Current Issue #488

Review: Kill Your Darlings

Review: Kill Your Darlings

The time is evidently right for ‘Beat Generation’ movies, perhaps as the group’s members are all sadly departed.

While feature débuting co-writer/director John Krokidas’ film comes a year after Walter Salles’ longtime-coming adaptation of Jack Kerouac’s On the Road, this is more a kind of ‘origins story’, the facts of which haunted the Beats ever after. Drawn from both the accepted truth and Kerouac and William Burroughs’ suppressed-for-decades novel And the Hippos Were Boiled in Their Tanks (published after their deaths as no one, including them, liked it much), this is mostly seen from the perspective of the young, ;naïve and awkward Allen Ginsberg (Daniel Radcliffe, rather daringly), who leaves an in denial dad (David Cross) and a delusional mum (Jennifer Jason Leigh) to attend Columbia University in 1944. Immediately falling in with the unpredictable Lucien Carr (Dane DeHaan), with whom he becomes (very) close, the pair tear up literary classics, rob the library of ‘restricted’ titles and get high on Benzedrine with Burroughs (Ben Foster) and, after a while, returning serviceman Kerouac (Jack Huston, also in the similarly bookish Night Train to Lisbon).

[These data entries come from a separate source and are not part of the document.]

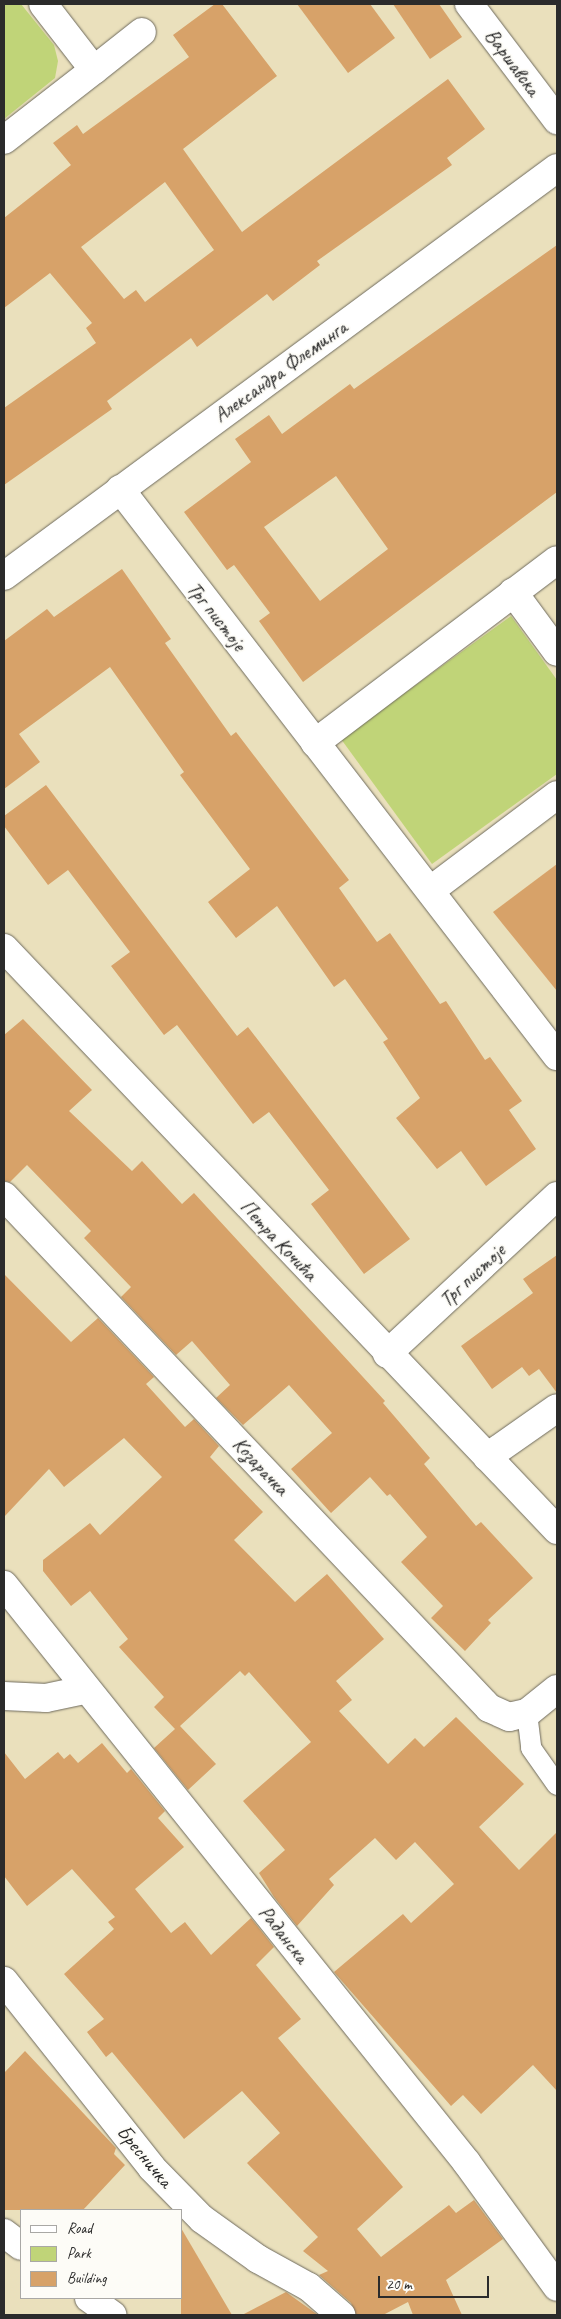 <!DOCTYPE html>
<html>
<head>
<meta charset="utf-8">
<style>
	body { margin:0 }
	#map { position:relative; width:561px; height:2319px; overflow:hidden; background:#eae0bc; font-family:Caveat,sans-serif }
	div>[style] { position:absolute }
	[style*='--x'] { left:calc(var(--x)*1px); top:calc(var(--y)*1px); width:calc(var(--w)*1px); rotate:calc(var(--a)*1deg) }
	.green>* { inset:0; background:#c0d478 }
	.building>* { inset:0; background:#d7a269 }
	.roads { filter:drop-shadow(0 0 1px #6e6a5e) drop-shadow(0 0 1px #6e6a5e) }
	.service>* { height:20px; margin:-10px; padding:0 10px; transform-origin:10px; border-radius:10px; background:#fff }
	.minor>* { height:28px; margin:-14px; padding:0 14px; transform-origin:14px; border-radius:14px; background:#fff }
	span { translate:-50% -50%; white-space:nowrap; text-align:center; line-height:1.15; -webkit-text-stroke:4px #fdfcf7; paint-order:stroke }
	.street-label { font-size:21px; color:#2b2b2b }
	.frame { position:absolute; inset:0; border:5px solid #2b2b2b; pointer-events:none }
	.legend { position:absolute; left:20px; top:2209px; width:162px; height:90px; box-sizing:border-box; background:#fdfcf7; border:1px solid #a9a8a5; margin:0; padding:6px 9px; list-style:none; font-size:15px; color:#2b2b2b }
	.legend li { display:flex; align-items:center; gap:10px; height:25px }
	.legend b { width:25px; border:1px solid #a9a8a5 }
	.scale { position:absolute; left:378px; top:2276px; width:111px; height:22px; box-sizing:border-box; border:2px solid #2b2b2b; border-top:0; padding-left:6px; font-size:15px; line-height:18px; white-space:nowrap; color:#2b2b2b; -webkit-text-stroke:4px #fdfcf7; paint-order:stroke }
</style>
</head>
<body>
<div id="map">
	<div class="green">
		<i style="clip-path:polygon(4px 4px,21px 4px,54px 45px,58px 61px,55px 78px,4px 119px)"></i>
		<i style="clip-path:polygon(511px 616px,557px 680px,557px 774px,432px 864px,341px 739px)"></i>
	</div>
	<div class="building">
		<i style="clip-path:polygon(evenodd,215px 4px,222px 4px,277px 76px,183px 149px,242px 232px,448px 79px,485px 129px,447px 158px,452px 165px,317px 261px,320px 265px,273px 301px,267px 294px,197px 347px,191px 338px,107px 401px,112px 409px,4px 485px,4px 408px,96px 343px,86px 328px,92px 323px,50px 273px,4px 308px,4px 218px,71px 165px,53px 143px,77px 125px,83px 134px,189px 57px,173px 35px,215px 4px,165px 182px,214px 250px,145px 302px,136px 290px,124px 299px,81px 247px,165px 182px)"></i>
		<i style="clip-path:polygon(297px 4px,370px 4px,395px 38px,348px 73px)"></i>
		<i style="clip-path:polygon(393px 4px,439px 4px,462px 37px,430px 59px)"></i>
		<i style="clip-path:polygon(evenodd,557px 245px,557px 492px,303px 682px,259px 621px,270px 613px,234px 565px,227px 570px,184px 512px,251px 462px,235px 439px,269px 415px,282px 434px,350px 384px,354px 389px,557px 245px,336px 476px,388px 549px,320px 601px,264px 527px,336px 476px)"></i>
		<i style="clip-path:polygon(122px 569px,171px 639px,165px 643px,231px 736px,236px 732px,349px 880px,339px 888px,377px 942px,390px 933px,440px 1004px,446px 1001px,485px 1060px,490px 1057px,522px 1101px,509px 1110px,536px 1149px,486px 1186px,461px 1151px,437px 1169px,396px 1118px,420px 1098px,383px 1042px,388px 1039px,345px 979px,334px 987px,277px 906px,236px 938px,208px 902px,250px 869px,180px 775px,184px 772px,110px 667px,19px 734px,40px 762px,4px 789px,4px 641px,47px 609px,54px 617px)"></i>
		<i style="clip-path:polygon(46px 785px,237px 1036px,248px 1027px,410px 1239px,364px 1274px,311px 1204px,329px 1190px,269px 1112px,253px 1124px,177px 1025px,164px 1035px,111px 966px,130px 952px,68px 870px,48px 885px,4px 826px,4px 816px)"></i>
		<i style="clip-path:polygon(557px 864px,557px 991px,493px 912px)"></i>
		<i style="clip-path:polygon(23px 1019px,92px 1090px,69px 1111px,132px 1171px,142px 1161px,182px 1204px,194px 1193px,385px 1401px,383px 1403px,430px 1458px,424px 1464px,476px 1526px,481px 1522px,533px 1578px,488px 1620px,491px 1623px,465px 1651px,431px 1618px,443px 1606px,401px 1562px,427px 1537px,390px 1494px,387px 1496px,370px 1477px,331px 1513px,291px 1469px,332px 1433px,289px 1385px,243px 1425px,216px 1398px,230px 1385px,192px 1341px,176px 1355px,121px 1297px,131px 1287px,84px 1238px,91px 1231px,27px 1165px,10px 1182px,4px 1181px,4px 1035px)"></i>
		<i style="clip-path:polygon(557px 1255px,557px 1393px,539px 1369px,529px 1376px,522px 1367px,492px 1389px,461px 1346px,533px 1293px,523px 1279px)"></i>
		<i style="clip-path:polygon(4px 1274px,71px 1342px,98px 1318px,154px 1377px,146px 1384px,185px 1427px,194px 1419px,219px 1446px,210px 1457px,263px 1512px,234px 1540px,295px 1602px,327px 1574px,384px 1639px,336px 1681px,352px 1700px,339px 1711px,388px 1764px,415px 1738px,424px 1747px,456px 1717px,524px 1784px,479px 1827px,519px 1870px,557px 1832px,557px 2091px,533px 2065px,481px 2114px,463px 2095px,451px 2106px,334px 1972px,403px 1914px,411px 1923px,454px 1884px,415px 1842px,396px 1860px,375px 1838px,329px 1879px,334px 1885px,297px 1926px,274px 1897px,259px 1873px,285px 1850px,243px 1801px,311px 1742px,249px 1672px,245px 1676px,240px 1671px,180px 1726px,216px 1764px,188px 1790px,154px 1748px,175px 1729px,154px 1707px,164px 1697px,119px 1647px,128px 1639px,90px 1591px,71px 1606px,43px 1571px,43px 1560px,90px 1523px,100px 1535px,162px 1477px,124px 1438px,64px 1487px,49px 1469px,4px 1517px)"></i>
		<i style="clip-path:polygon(102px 1743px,127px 1773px,131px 1769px,165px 1811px,158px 1818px,184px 1847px,135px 1889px,171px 1933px,185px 1922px,211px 1955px,251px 1918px,274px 1947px,256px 1965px,301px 2019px,278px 2038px,403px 2187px,357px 2229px,381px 2257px,449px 2205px,456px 2213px,474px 2200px,503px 2239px,446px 2280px,462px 2315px,413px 2315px,408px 2302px,383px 2315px,356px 2315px,351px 2303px,319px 2275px,328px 2271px,303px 2251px,318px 2237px,247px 2163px,280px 2133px,242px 2091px,184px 2139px,112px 2052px,106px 2057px,87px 2032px,104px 2019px,64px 1974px,114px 1929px,108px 1922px,115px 1917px,72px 1869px,27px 1906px,4px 1876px,4px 1752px,25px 1779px,58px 1752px,64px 1759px,70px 1754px,78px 1763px)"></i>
		<i style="clip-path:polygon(25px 2051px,116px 2148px,114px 2154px,125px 2165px,83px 2210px,4px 2210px,4px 2073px)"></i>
		<i style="clip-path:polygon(181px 2228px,232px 2315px,181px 2315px)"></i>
		<i style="clip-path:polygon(286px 2292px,318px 2315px,242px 2315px)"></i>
	</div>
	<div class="roads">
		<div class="service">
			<i style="--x:527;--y:1713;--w:35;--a:83"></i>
			<i style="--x:531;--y:1748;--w:45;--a:54.9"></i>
		</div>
		<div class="minor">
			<i style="--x:469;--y:4;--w:146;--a:52.8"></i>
			<i style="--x:94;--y:70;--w:61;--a:-38.4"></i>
			<i style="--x:4;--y:140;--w:114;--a:-37.9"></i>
			<i style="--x:94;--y:70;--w:83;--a:-127.7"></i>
			<i style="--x:120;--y:489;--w:716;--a:52.38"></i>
			<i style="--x:4;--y:576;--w:687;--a:-36.42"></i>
			<i style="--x:513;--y:592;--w:74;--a:53.7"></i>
			<i style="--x:315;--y:743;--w:303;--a:-37.1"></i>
			<i style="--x:431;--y:890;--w:158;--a:-37"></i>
			<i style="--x:4;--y:948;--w:803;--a:46.46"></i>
			<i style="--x:4;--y:1196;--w:705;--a:46.55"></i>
			<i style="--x:489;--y:1708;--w:22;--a:24"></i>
			<i style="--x:509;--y:1717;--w:18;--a:-13"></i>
			<i style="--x:527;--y:1713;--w:38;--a:-39"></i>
			<i style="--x:387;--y:1354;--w:232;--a:-42.9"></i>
			<i style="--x:487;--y:1457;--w:85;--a:-35"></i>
			<i style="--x:4;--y:1585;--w:741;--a:51.3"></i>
			<i style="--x:467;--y:2163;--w:153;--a:54"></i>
			<i style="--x:4;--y:1696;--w:42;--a:2.7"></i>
			<i style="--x:46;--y:1698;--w:40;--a:-12"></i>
			<i style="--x:4;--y:1981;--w:238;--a:51.6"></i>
			<i style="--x:152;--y:2168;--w:71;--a:45.6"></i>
			<i style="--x:202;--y:2219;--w:69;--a:35.5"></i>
			<i style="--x:258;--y:2259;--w:58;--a:28.8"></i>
			<i style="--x:309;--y:2287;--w:43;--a:41.2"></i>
			<i style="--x:4;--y:2233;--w:21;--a:37"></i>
			<i style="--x:89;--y:2298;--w:29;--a:36"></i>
		</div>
	</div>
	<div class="street-label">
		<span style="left:513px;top:62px;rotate:53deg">Варшавска</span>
		<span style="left:280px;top:371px;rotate:-36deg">Александра Флеминга</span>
		<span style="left:217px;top:616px;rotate:52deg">Трг пистоје</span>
		<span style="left:279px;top:1240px;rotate:47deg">Петра Кочића</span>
		<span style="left:472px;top:1275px;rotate:-43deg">Трг пистоје</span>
		<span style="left:261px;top:1466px;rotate:47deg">Козарачка</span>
		<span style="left:284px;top:1934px;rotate:51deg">Раданска</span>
		<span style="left:145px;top:2156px;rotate:50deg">Бресничка</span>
	</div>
	<div class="frame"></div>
	<ul class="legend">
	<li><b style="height:6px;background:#fff"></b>Road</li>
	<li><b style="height:14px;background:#c0d478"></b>Park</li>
	<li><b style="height:14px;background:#d7a269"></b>Building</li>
	</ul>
	<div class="scale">20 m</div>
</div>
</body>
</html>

Also in the picture is David Kammerer (Michael C. Hall, AKA Dexter, in a more vocal performance than we’ve seen him in ages), who’s increasingly obsessed with Carr and will do anything to keep him close, even as his object of affection is trying hard to free himself from anything and everything. Depicting a time just before the end of World War II, a period pre-rock’n’roll and pre-Ginsberg’s Howl when the Beats’ rebellion was taking shape and establishing how to truly shock The Establishment, Krokidas’ film takes a wisely neutral view of the tale, meaning that we get to both revel in the lads’ transgressions and see how all this indulgence can turn sour. The performances are fine: Foster (not as grotesque as usual) is a pitch-perfect, drug-addled Burroughs; DeHaan a wonderfully horny and dangerous Carr; Huston a cockily charismatic Kerouac; and Hall, stuck with the most unsympathetic role, manages to make Kammerer far more than some whiny spurned lover. Then there’s Radcliffe, so desperate to kill that darling Harry Potter, whose Ginsberg is the film’s heart, soul and hormones, and who’s very strong, whether he’s snogging the librarian, hallucinating wildly in a jazz joint or, ahem, auto-eroticising as he belts out his first poems in a frenzy. Howl indeed.